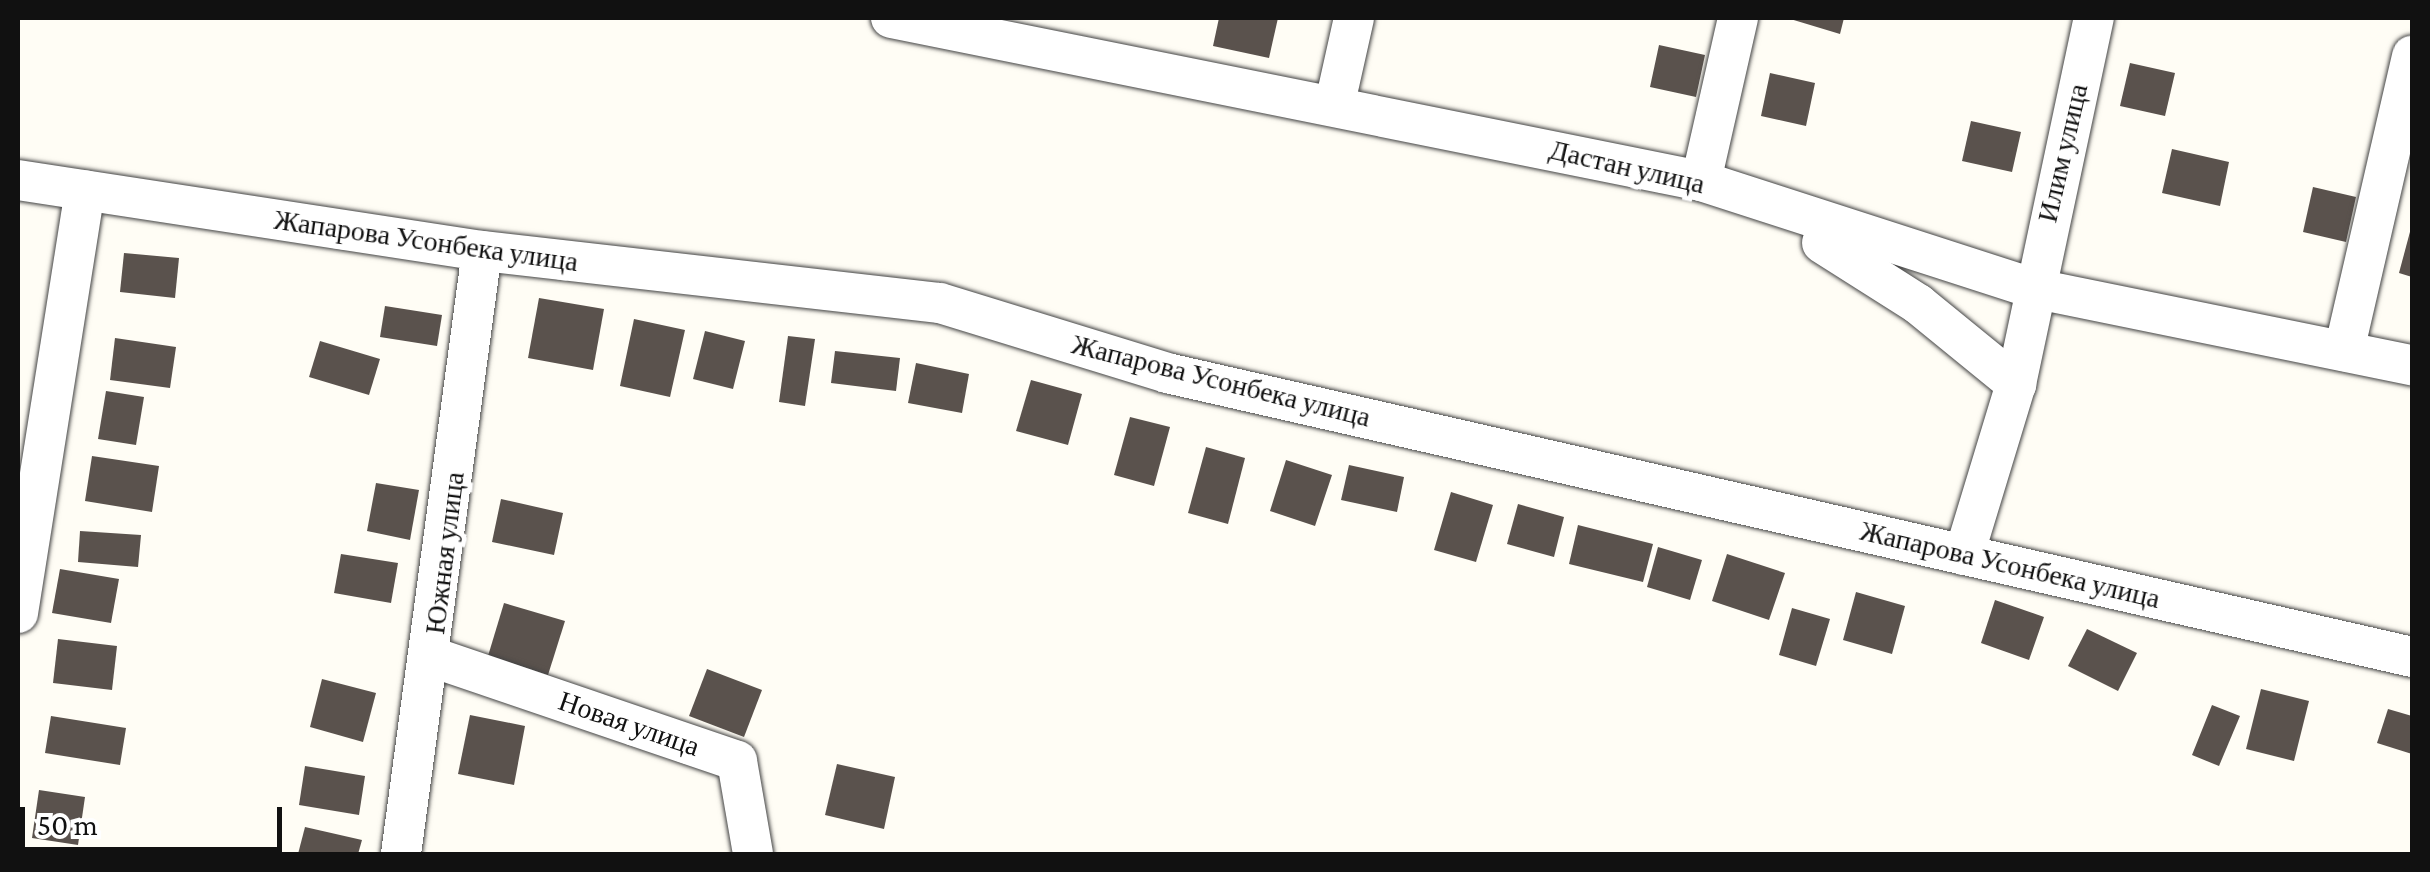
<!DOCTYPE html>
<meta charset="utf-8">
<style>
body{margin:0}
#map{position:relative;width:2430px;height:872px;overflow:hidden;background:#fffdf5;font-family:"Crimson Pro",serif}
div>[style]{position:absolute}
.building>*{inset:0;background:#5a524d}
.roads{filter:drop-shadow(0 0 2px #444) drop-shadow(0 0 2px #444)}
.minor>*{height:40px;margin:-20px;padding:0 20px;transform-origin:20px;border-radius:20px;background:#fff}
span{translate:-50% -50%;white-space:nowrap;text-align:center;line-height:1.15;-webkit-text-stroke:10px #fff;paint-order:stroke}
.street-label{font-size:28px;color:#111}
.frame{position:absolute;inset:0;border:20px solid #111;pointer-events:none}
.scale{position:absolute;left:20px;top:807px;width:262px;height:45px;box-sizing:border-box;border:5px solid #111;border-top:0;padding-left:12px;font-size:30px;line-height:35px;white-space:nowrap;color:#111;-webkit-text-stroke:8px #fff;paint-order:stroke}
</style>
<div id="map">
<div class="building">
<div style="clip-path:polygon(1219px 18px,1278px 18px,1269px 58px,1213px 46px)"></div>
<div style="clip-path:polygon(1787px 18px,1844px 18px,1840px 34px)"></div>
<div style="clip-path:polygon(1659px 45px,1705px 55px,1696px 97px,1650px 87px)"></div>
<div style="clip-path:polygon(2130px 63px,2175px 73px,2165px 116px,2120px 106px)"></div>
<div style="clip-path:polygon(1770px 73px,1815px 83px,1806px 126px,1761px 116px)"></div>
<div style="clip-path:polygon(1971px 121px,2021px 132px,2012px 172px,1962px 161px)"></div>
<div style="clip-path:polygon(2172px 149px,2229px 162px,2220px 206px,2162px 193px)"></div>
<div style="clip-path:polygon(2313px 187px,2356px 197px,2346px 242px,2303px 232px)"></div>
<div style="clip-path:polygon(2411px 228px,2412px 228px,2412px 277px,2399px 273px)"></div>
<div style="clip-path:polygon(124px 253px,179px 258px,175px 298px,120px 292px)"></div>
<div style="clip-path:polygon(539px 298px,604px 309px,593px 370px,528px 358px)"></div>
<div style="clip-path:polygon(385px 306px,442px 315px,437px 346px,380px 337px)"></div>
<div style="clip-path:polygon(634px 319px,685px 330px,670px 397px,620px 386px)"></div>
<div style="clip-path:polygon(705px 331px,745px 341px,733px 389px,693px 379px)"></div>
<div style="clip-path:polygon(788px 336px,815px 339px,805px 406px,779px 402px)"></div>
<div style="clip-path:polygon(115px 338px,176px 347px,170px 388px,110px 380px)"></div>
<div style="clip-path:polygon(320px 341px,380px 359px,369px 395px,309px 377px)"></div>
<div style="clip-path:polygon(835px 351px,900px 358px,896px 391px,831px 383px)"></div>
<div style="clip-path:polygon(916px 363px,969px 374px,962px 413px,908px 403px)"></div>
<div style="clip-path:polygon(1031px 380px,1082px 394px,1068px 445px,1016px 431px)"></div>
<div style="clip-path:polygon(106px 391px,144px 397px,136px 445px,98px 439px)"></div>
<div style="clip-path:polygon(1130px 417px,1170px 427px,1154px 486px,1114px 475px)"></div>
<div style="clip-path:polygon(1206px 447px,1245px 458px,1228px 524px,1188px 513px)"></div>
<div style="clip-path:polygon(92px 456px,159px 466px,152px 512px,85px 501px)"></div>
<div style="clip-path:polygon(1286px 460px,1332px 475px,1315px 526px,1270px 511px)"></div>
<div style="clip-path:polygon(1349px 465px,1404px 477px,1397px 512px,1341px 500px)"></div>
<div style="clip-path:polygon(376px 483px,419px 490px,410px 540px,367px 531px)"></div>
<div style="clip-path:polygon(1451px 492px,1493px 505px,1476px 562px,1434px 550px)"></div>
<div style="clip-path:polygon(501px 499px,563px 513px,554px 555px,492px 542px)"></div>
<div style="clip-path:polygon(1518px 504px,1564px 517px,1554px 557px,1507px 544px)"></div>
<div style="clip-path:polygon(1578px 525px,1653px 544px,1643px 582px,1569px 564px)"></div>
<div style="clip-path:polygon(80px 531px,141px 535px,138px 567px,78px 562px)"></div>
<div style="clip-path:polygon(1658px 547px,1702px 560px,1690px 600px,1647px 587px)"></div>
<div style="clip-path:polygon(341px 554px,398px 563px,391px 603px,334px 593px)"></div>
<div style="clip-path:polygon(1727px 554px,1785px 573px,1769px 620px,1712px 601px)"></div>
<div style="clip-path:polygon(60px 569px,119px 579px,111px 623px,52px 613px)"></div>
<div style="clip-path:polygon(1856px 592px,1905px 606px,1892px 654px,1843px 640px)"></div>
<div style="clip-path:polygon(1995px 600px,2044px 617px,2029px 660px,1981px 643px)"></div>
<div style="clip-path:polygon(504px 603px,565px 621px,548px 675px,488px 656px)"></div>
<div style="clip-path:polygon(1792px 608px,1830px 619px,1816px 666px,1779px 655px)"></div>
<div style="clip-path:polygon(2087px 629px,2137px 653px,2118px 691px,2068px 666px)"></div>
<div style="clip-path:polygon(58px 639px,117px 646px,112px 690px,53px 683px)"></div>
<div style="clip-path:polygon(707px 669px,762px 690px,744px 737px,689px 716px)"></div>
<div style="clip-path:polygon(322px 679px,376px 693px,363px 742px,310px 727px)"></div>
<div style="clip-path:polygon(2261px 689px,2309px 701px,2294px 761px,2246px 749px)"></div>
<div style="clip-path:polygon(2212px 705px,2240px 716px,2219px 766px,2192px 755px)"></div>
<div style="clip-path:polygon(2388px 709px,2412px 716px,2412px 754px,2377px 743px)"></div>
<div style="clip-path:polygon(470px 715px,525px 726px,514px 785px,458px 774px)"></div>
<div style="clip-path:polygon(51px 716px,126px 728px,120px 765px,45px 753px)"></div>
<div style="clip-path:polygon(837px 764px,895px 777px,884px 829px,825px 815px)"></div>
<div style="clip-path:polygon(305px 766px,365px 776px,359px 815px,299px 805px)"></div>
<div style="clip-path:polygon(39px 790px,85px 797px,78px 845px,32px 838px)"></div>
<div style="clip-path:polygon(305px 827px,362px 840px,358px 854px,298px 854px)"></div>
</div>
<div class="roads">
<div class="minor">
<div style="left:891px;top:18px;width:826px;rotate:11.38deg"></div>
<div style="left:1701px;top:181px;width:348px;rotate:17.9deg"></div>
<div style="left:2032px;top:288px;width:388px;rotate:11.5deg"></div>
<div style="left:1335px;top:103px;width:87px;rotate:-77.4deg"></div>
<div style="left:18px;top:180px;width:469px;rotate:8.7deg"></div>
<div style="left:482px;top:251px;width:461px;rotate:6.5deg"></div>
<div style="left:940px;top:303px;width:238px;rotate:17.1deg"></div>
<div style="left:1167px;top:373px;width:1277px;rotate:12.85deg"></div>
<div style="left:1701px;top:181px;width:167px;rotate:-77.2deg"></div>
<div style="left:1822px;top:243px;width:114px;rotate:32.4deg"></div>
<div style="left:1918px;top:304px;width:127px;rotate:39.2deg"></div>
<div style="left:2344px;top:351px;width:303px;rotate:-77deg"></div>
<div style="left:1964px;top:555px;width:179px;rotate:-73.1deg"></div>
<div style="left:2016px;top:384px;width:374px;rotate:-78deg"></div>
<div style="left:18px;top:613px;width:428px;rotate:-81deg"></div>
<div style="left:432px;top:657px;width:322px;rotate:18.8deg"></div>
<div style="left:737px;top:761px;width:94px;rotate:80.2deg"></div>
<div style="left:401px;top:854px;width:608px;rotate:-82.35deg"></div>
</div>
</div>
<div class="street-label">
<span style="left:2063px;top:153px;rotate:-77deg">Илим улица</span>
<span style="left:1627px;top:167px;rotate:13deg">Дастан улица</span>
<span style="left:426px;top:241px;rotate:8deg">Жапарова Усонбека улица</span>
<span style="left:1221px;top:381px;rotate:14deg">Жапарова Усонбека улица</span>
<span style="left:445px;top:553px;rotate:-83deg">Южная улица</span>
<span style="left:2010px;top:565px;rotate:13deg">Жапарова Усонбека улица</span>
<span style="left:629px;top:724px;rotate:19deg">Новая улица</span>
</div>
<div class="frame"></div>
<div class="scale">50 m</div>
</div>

Task to carry out - Only the lines from the top of the material above down to the line bearing "2px #444) drop-shadow(0", that line included, should be set down exactly; no pictures.

Result -
<!DOCTYPE html>
<meta charset="utf-8">
<style>
body{margin:0}
#map{position:relative;width:2430px;height:872px;overflow:hidden;background:#fffdf5;font-family:"Crimson Pro",serif}
div>[style]{position:absolute}
.building>*{inset:0;background:#5a524d}
.roads{filter:drop-shadow(0 0 2px #444) drop-shadow(0 0 2px #444)}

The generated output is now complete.